Problem:
Line by line, the entries below are to be reproduced unaltered.

---------- Given data

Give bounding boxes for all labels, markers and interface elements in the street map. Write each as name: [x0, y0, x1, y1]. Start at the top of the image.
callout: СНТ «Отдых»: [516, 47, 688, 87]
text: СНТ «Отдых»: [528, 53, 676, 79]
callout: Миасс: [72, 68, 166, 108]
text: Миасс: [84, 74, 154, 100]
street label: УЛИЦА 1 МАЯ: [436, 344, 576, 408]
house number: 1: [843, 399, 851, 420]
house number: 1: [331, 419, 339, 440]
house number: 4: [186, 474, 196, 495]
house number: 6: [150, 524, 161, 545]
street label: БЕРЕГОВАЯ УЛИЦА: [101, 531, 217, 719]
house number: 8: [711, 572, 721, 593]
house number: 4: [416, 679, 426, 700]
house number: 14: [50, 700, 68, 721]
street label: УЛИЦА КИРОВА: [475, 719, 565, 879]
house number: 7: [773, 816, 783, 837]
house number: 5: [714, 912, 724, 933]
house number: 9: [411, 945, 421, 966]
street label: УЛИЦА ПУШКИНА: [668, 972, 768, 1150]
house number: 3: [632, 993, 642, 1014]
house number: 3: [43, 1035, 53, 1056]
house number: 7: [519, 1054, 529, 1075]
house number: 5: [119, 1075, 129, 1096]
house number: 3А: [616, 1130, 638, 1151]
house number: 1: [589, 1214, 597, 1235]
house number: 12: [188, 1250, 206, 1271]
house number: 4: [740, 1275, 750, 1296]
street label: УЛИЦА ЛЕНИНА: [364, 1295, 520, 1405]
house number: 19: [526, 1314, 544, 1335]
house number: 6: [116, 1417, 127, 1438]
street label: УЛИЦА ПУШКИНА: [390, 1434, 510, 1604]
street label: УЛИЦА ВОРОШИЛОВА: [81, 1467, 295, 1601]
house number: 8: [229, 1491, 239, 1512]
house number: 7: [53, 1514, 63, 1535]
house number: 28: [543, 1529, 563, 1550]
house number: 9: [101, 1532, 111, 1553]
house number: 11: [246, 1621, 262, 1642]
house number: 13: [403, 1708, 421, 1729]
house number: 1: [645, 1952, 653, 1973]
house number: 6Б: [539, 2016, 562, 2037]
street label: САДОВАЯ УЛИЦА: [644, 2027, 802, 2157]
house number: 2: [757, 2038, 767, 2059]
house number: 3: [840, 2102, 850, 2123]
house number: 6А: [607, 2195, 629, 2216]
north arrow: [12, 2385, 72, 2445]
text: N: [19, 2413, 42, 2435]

--------------------

Response to this task:
Give bounding boxes for all labels, markers and interface elements in the street map. Write each as name: [x0, y0, x1, y1]. Start at the top of the image.
callout: СНТ «Отдых»: [516, 47, 688, 87]
text: СНТ «Отдых»: [528, 53, 676, 79]
callout: Миасс: [72, 68, 166, 108]
text: Миасс: [84, 74, 154, 100]
street label: УЛИЦА 1 МАЯ: [436, 344, 576, 408]
house number: 1: [843, 399, 851, 420]
house number: 1: [331, 419, 339, 440]
house number: 4: [186, 474, 196, 495]
house number: 6: [150, 524, 161, 545]
street label: БЕРЕГОВАЯ УЛИЦА: [101, 531, 217, 719]
house number: 8: [711, 572, 721, 593]
house number: 4: [416, 679, 426, 700]
house number: 14: [50, 700, 68, 721]
street label: УЛИЦА КИРОВА: [475, 719, 565, 879]
house number: 7: [773, 816, 783, 837]
house number: 5: [714, 912, 724, 933]
house number: 9: [411, 945, 421, 966]
street label: УЛИЦА ПУШКИНА: [668, 972, 768, 1150]
house number: 3: [632, 993, 642, 1014]
house number: 3: [43, 1035, 53, 1056]
house number: 7: [519, 1054, 529, 1075]
house number: 5: [119, 1075, 129, 1096]
house number: 3А: [616, 1130, 638, 1151]
house number: 1: [589, 1214, 597, 1235]
house number: 12: [188, 1250, 206, 1271]
house number: 4: [740, 1275, 750, 1296]
street label: УЛИЦА ЛЕНИНА: [364, 1295, 520, 1405]
house number: 19: [526, 1314, 544, 1335]
house number: 6: [116, 1417, 127, 1438]
street label: УЛИЦА ПУШКИНА: [390, 1434, 510, 1604]
street label: УЛИЦА ВОРОШИЛОВА: [81, 1467, 295, 1601]
house number: 8: [229, 1491, 239, 1512]
house number: 7: [53, 1514, 63, 1535]
house number: 28: [543, 1529, 563, 1550]
house number: 9: [101, 1532, 111, 1553]
house number: 11: [246, 1621, 262, 1642]
house number: 13: [403, 1708, 421, 1729]
house number: 1: [645, 1952, 653, 1973]
house number: 6Б: [539, 2016, 562, 2037]
street label: САДОВАЯ УЛИЦА: [644, 2027, 802, 2157]
house number: 2: [757, 2038, 767, 2059]
house number: 3: [840, 2102, 850, 2123]
house number: 6А: [607, 2195, 629, 2216]
north arrow: [12, 2385, 72, 2445]
text: N: [19, 2413, 42, 2435]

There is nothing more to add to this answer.